-------- Listed entries
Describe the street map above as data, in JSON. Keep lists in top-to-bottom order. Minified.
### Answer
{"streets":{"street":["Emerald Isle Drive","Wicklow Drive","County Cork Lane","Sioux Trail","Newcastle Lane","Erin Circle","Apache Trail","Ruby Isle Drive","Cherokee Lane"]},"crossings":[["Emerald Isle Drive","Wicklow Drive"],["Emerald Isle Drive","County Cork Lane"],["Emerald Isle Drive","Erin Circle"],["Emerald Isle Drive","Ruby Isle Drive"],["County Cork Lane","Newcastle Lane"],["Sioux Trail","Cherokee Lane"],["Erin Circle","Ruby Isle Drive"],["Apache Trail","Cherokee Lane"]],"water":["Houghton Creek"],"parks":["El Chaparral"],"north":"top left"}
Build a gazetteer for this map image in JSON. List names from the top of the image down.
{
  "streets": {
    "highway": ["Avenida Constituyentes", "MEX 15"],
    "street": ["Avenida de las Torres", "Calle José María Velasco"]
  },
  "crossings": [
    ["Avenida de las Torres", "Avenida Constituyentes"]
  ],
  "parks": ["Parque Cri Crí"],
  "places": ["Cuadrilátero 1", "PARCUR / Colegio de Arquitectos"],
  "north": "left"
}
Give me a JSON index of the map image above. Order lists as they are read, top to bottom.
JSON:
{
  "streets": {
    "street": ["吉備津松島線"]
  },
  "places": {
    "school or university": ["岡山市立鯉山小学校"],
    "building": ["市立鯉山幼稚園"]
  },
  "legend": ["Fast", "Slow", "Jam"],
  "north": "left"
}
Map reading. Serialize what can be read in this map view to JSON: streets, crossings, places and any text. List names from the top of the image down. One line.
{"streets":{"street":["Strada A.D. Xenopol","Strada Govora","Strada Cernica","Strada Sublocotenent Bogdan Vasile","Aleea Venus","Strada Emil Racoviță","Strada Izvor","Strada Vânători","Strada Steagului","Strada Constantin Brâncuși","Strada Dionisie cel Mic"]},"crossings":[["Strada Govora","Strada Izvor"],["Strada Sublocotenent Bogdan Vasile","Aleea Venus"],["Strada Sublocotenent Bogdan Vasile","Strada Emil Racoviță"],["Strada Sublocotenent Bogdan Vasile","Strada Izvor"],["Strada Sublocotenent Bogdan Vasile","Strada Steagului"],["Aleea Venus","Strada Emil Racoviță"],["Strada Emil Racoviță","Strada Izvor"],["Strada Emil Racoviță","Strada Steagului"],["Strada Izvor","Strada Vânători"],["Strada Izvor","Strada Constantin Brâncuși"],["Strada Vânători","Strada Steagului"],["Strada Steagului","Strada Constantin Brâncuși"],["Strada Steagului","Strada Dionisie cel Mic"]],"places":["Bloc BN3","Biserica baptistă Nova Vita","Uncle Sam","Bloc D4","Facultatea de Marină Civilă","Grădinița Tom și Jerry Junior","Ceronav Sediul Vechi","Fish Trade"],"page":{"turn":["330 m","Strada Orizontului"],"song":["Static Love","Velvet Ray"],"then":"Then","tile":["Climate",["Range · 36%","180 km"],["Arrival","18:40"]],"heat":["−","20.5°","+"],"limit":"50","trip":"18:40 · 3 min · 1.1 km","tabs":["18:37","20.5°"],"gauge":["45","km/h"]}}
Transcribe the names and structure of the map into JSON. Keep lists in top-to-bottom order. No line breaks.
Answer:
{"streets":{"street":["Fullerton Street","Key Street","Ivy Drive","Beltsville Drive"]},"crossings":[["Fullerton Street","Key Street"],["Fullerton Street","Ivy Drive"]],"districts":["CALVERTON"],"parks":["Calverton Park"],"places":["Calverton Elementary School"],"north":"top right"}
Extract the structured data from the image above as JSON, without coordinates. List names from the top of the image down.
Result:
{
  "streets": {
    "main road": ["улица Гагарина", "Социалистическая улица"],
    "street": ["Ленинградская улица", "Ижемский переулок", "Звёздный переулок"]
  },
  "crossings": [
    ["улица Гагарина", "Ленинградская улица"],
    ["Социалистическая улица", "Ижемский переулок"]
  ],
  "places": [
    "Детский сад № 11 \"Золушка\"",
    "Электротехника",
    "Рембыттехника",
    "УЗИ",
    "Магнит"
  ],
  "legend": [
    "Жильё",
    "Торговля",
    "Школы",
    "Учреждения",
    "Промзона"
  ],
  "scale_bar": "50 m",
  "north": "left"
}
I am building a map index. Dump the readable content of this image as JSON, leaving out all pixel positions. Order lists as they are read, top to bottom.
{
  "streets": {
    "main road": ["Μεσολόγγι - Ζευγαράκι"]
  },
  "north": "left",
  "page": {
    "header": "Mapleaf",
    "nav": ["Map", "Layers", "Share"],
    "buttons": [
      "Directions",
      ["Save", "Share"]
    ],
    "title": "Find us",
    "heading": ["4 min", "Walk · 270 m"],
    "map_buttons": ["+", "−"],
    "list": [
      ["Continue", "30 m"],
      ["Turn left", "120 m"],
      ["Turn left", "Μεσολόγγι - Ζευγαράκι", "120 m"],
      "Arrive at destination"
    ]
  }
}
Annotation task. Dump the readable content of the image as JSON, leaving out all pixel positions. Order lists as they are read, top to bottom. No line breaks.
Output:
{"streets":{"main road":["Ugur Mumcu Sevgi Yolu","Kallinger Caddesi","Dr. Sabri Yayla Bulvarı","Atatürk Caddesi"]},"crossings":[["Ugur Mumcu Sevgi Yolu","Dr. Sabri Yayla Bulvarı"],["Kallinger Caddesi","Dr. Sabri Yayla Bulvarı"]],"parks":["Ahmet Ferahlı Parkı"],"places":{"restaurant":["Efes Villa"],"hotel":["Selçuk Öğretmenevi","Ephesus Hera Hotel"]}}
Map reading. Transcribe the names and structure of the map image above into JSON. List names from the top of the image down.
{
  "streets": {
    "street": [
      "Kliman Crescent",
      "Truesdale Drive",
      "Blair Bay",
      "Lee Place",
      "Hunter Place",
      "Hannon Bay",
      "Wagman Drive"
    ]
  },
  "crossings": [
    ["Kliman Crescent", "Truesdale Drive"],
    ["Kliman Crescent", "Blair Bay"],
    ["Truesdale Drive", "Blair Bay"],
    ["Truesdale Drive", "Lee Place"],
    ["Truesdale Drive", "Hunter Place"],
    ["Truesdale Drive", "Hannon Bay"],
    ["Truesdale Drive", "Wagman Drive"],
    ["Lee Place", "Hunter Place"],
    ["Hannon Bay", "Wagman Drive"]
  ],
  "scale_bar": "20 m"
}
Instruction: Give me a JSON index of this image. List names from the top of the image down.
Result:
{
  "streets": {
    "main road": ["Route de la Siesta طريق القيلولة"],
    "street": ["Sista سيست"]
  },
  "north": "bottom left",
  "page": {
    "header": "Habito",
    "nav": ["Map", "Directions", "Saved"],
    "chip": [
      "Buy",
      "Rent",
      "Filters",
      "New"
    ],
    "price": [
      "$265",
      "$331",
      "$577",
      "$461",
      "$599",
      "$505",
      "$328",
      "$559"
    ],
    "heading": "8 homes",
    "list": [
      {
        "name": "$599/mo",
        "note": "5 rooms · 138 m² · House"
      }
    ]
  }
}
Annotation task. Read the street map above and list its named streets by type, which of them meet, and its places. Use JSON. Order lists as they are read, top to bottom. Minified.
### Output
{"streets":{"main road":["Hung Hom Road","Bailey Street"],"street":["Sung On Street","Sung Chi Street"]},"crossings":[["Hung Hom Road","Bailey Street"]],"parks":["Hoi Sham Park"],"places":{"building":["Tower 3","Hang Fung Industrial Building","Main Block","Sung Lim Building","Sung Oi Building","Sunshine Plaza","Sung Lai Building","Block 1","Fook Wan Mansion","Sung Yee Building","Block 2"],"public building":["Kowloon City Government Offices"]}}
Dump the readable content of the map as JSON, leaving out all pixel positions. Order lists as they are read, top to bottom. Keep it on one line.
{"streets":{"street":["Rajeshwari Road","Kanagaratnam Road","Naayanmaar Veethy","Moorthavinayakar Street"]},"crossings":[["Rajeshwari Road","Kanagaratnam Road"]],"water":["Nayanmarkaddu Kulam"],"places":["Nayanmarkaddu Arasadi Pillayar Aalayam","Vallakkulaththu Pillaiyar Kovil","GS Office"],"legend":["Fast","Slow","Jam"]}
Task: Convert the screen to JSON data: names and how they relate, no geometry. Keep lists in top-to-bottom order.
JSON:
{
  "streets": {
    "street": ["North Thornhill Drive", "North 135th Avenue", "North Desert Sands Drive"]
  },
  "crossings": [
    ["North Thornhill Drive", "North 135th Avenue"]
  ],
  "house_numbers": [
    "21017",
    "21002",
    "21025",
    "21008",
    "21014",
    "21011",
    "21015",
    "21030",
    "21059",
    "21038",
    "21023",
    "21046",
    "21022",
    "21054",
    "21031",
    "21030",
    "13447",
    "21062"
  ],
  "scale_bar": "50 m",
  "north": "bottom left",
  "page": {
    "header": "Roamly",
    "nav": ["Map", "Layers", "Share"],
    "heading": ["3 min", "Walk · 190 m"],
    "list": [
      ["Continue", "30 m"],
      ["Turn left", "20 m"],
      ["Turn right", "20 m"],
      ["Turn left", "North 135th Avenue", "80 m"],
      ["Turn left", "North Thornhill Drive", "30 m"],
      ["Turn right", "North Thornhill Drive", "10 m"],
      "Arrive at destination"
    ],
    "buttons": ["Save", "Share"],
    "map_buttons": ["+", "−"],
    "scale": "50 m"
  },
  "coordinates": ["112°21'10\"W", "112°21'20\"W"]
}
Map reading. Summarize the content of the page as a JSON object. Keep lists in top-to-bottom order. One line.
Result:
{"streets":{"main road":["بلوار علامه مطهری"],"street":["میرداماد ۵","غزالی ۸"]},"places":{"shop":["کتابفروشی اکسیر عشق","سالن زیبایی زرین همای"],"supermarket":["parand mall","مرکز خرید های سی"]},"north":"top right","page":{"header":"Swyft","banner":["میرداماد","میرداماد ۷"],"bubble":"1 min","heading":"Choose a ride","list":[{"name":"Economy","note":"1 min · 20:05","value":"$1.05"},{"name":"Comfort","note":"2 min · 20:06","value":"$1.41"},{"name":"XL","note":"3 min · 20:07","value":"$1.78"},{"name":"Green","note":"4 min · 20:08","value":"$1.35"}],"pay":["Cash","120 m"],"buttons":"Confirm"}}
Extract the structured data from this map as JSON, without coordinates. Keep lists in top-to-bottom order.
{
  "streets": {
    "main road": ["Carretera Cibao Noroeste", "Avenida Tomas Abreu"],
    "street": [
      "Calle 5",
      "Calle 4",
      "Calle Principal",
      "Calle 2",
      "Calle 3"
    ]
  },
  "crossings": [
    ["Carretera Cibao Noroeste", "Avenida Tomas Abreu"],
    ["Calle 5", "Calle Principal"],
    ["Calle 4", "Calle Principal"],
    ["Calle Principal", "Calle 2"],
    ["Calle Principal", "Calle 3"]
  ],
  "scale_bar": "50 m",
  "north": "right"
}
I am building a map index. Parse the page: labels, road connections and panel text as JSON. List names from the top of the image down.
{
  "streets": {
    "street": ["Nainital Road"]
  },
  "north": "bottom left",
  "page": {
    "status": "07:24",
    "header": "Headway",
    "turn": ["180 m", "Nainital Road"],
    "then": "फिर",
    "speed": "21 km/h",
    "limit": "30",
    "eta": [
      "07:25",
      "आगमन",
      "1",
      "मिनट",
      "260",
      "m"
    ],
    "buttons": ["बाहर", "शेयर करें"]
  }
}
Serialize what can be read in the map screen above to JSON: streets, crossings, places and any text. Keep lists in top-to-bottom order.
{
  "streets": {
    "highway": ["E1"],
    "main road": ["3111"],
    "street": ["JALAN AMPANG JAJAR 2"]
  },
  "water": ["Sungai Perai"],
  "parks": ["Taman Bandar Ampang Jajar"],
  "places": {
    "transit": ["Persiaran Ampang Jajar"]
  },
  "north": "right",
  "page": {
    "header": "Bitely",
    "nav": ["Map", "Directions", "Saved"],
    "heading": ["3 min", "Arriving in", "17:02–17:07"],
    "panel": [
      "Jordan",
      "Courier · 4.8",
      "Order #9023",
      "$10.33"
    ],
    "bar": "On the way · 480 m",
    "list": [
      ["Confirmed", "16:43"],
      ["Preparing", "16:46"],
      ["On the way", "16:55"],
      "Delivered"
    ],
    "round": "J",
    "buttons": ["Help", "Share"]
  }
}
----------------
#### Assignment
Go through the data, and copy each line in which the word "Give" appears.

#### Answer to this exercise
Give me a JSON index of the map image above. Order lists as they are read, top to bottom.
Instruction: Give me a JSON index of this image. List names from the top of the image down.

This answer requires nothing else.